Source data:
+ + + +
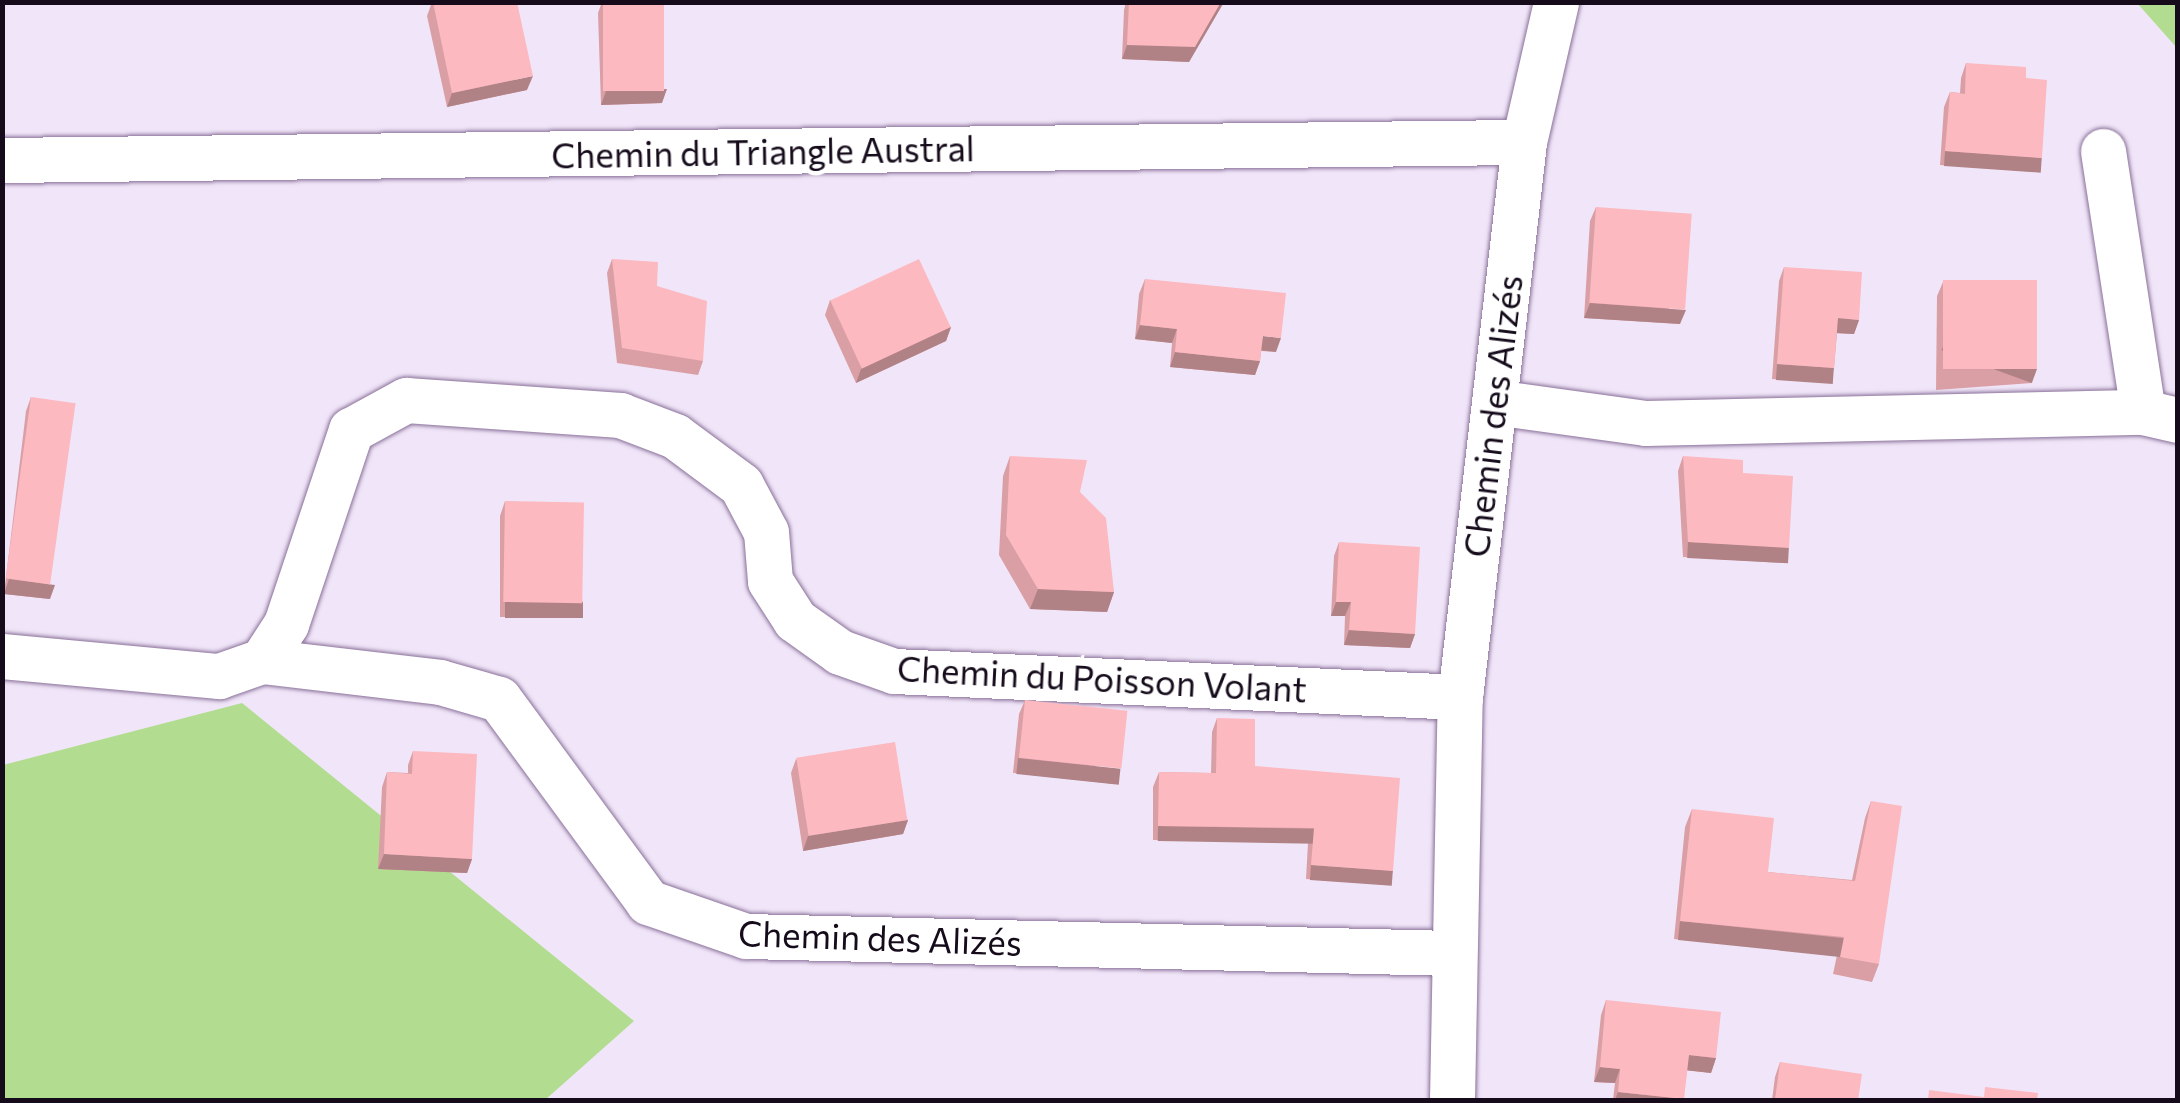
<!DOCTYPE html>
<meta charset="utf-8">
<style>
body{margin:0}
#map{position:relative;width:2180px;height:1103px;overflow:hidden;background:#f1e6f9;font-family:Commissioner,sans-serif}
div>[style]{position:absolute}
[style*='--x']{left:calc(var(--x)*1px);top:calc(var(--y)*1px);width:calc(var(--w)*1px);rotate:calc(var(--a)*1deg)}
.green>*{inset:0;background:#b2dd90}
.roads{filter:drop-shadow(0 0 2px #897099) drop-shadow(0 0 2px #897099)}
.minor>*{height:45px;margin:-22.5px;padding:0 22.5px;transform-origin:22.5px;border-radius:22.5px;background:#fff}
.wall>*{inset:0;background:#d99fa5}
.shaded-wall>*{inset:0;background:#b08286;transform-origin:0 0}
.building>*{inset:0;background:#fcb9c0;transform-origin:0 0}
span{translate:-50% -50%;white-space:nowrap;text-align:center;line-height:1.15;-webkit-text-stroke:9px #fff;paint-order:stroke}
.street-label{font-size:35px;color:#150b1b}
.frame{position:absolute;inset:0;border:5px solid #150b1b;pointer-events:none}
</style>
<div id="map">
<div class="green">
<i style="clip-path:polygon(2137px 3px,2177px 3px,2177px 48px)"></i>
<i style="clip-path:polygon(242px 703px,634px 1021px,545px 1100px,3px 1100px,3px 765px)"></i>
</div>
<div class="roads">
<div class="minor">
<i style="--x:2103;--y:151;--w:264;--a:81.3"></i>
<i style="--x:2;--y:160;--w:1522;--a:-0.68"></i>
<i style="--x:1494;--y:402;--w:153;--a:7.9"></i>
<i style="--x:1646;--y:423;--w:497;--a:-1.3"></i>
<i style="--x:2143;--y:412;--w:36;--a:13"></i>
<i style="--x:2;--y:656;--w:218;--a:5.3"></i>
<i style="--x:219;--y:676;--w:46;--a:-19.2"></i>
<i style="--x:262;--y:661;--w:179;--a:6.7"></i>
<i style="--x:440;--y:682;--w:61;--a:16.1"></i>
<i style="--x:499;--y:699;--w:252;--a:53.7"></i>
<i style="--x:648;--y:902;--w:104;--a:19.1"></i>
<i style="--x:746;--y:936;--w:707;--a:1.38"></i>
<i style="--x:262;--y:661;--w:44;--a:-57"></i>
<i style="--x:286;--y:624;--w:205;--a:-71.5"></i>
<i style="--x:351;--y:430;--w:63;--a:-28.6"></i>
<i style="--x:406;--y:400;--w:215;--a:4"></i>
<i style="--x:620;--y:415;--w:59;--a:20.9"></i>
<i style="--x:675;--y:436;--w:82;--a:36.6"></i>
<i style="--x:741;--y:485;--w:53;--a:62"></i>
<i style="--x:766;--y:532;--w:49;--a:85.3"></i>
<i style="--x:770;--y:581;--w:46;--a:57.3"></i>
<i style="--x:795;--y:620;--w:55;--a:35.4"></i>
<i style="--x:840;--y:652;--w:57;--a:19.4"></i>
<i style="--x:894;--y:671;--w:567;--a:2.63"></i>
<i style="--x:1452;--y:1100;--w:403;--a:-88.9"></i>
<i style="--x:1460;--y:697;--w:559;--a:-83.42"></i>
<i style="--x:1524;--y:142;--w:144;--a:-77.1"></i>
</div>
</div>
<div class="wall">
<i style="clip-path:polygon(432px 2px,527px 90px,447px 107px,427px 16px)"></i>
<i style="clip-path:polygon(602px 2px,664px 2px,662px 103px,601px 105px,598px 13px)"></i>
<i style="clip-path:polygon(1126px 2px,1224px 2px,1189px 62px,1122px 59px,1124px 10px)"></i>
<i style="clip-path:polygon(1966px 63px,2026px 78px,2036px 172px,1940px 165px,1944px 107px,1950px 92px,1960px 93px,1961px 78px)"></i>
<i style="clip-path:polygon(1596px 207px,1680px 324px,1584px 318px,1590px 221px)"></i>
<i style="clip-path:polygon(612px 259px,657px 286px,703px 361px,698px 375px,617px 363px,607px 273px)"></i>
<i style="clip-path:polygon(1784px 267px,1859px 320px,1854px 334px,1837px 333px,1834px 368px,1829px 383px,1772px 379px,1779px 281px)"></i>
<i style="clip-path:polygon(1145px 279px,1276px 352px,1261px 351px,1260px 361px,1255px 375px,1170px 367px,1172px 343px,1135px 339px,1139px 294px)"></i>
<i style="clip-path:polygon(1943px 282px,2032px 383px,1936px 390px,1937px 296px)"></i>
<i style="clip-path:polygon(830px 300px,951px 327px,946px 341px,856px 383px,825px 315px)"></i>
<i style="clip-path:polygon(31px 397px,50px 599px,4px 594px,26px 411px)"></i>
<i style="clip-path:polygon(1010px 456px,1080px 492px,1114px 592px,1107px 612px,1030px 609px,999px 555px,1003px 476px)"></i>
<i style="clip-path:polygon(1683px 456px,1789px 548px,1783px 563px,1683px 557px,1678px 471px)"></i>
<i style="clip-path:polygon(505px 501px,583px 602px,578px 617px,500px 617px,500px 516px)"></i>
<i style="clip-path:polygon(1339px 542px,1415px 634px,1410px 648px,1344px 645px,1345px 616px,1331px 616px,1334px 556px)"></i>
<i style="clip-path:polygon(1025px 700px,1115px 784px,1013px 773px,1019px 714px)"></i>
<i style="clip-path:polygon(1217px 718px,1255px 766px,1393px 871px,1388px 885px,1306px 879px,1308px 843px,1153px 840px,1153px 787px,1159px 772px,1211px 773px,1212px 732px)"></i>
<i style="clip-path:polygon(413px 751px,472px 859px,467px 873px,378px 869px,382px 787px,387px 772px,408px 773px,408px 765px)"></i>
<i style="clip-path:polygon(796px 759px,908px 820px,903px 834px,803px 851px,791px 773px)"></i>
<i style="clip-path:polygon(1871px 801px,1879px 964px,1872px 982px,1833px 974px,1837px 955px,1674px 939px,1685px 827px,1692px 809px,1768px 872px,1852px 880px,1865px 818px)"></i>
<i style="clip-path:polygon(1606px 1000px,1716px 1058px,1711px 1073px,1687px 1070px,1683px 1100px,1613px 1100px,1615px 1083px,1594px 1082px,1601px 1015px)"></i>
<i style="clip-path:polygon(1780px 1062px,1858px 1100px,1772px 1100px,1775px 1077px)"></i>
</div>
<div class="shaded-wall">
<i style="clip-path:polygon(1221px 2px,1224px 2px,1189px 62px,1122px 59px,1127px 45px)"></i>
<i style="clip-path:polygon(533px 76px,527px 90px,447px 107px,452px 93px)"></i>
<i style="clip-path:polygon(667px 89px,662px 103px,601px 105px,606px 91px)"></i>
<i style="left:1945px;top:151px;width:97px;height:15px;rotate:4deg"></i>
<i style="clip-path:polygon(1590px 303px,1686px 310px,1680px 324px,1584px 318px)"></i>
<i style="clip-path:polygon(1838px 318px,1859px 320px,1854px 334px,1833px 333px)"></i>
<i style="clip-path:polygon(1140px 325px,1177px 329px,1172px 343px,1135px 339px)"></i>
<i style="clip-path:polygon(951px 327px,946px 341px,856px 383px,861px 369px)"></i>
<i style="clip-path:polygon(1263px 336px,1281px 338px,1276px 352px,1258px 350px)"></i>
<i style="clip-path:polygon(1175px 352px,1260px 361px,1255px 375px,1170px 367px)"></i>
<i style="left:1777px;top:364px;width:57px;height:16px;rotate:4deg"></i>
<i style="left:2037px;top:369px;width:15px;height:96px;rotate:110deg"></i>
<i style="left:1688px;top:542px;width:101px;height:16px;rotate:3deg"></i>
<i style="clip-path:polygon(9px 579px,55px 585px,50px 599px,4px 594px)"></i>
<i style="clip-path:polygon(1038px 589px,1114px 592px,1107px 612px,1030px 609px)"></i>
<i style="left:505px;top:602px;width:78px;height:16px"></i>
<i style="clip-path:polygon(1336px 602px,1351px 602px,1345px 616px,1331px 616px)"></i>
<i style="clip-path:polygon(1349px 630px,1415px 634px,1410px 648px,1344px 645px)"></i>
<i style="left:1018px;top:758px;width:103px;height:16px;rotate:6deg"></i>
<i style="clip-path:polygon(908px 820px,903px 834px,803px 851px,808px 836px)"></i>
<i style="left:1158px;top:826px;width:156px;height:15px;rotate:1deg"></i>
<i style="clip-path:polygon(384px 854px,472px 859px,467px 873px,378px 869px)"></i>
<i style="left:1311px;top:865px;width:82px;height:15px;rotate:4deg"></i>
<i style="left:1680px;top:921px;width:165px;height:19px;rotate:6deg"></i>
<i style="clip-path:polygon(1689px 1055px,1716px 1058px,1711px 1073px,1683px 1070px)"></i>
<i style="clip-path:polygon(1600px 1067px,1620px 1069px,1615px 1083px,1594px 1082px)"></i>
<i style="clip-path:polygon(1618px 1092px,1684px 1099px,1683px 1100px,1615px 1100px)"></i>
</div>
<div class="building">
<i style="clip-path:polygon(433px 2px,517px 2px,533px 76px,452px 93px)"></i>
<i style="left:603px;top:2px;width:61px;height:89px"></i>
<i style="clip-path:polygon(1129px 2px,1221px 2px,1195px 47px,1127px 45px)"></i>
<i style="clip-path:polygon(1966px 63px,2026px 67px,2026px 78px,2047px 80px,2042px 158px,1945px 151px,1950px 92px,1965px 94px)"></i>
<i style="left:1596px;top:207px;width:96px;height:96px;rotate:4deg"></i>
<i style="clip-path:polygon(612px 259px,658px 262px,657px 286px,707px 301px,703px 361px,622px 348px)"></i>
<i style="left:919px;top:259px;width:75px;height:98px;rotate:65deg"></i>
<i style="clip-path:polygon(1784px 267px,1862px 272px,1859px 320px,1838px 318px,1834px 368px,1777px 364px)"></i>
<i style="clip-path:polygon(1145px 279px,1286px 293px,1281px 338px,1263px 336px,1260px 361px,1175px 352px,1177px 329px,1140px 325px)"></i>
<i style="left:2037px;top:280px;width:89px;height:94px;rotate:90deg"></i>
<i style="left:31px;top:397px;width:45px;height:183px;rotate:8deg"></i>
<i style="clip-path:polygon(1010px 456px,1087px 460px,1080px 492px,1106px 518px,1114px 592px,1038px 589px,1006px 535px)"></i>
<i style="clip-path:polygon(1683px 456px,1743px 460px,1743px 473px,1793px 476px,1789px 548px,1688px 542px)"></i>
<i style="left:505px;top:501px;width:79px;height:101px;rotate:1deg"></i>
<i style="clip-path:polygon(1339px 542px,1420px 547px,1415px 634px,1349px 630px,1351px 602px,1336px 602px)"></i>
<i style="left:1025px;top:700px;width:103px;height:58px;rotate:6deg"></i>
<i style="clip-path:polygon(1217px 718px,1255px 719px,1255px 766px,1400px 778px,1393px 871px,1311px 865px,1314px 828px,1158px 826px,1159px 772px,1216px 773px)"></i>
<i style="left:895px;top:742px;width:79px;height:100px;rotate:81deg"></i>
<i style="clip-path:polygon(413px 751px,477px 754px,472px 859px,384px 854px,387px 772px,412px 774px)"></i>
<i style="clip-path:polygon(1871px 801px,1902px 806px,1879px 964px,1840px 957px,1844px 937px,1680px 921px,1692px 809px,1774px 818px,1768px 872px,1855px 881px)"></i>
<i style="clip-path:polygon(1606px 1000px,1721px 1012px,1716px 1058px,1689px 1055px,1684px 1099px,1618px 1092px,1620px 1069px,1600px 1067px)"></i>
<i style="clip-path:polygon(1780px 1062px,1862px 1074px,1858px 1100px,1775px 1100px)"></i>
<i style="clip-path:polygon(1985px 1087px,2038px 1093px,2037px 1100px,1928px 1100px,1929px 1090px,1984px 1097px)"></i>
</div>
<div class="street-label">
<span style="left:763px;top:151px;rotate:-1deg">Chemin du Triangle Austral</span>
<span style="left:1492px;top:416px;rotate:-83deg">Chemin des Alizés</span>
<span style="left:1102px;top:678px;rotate:3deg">Chemin du Poisson Volant</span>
<span style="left:880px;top:937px;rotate:2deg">Chemin des Alizés</span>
</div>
<div class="frame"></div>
</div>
+ + + +
» **Activity**: The lines to copy are those in the records above containing the word "shaded".

» **Worked solution**:
.shaded-wall>*{inset:0;background:#b08286;transform-origin:0 0}
<div class="shaded-wall">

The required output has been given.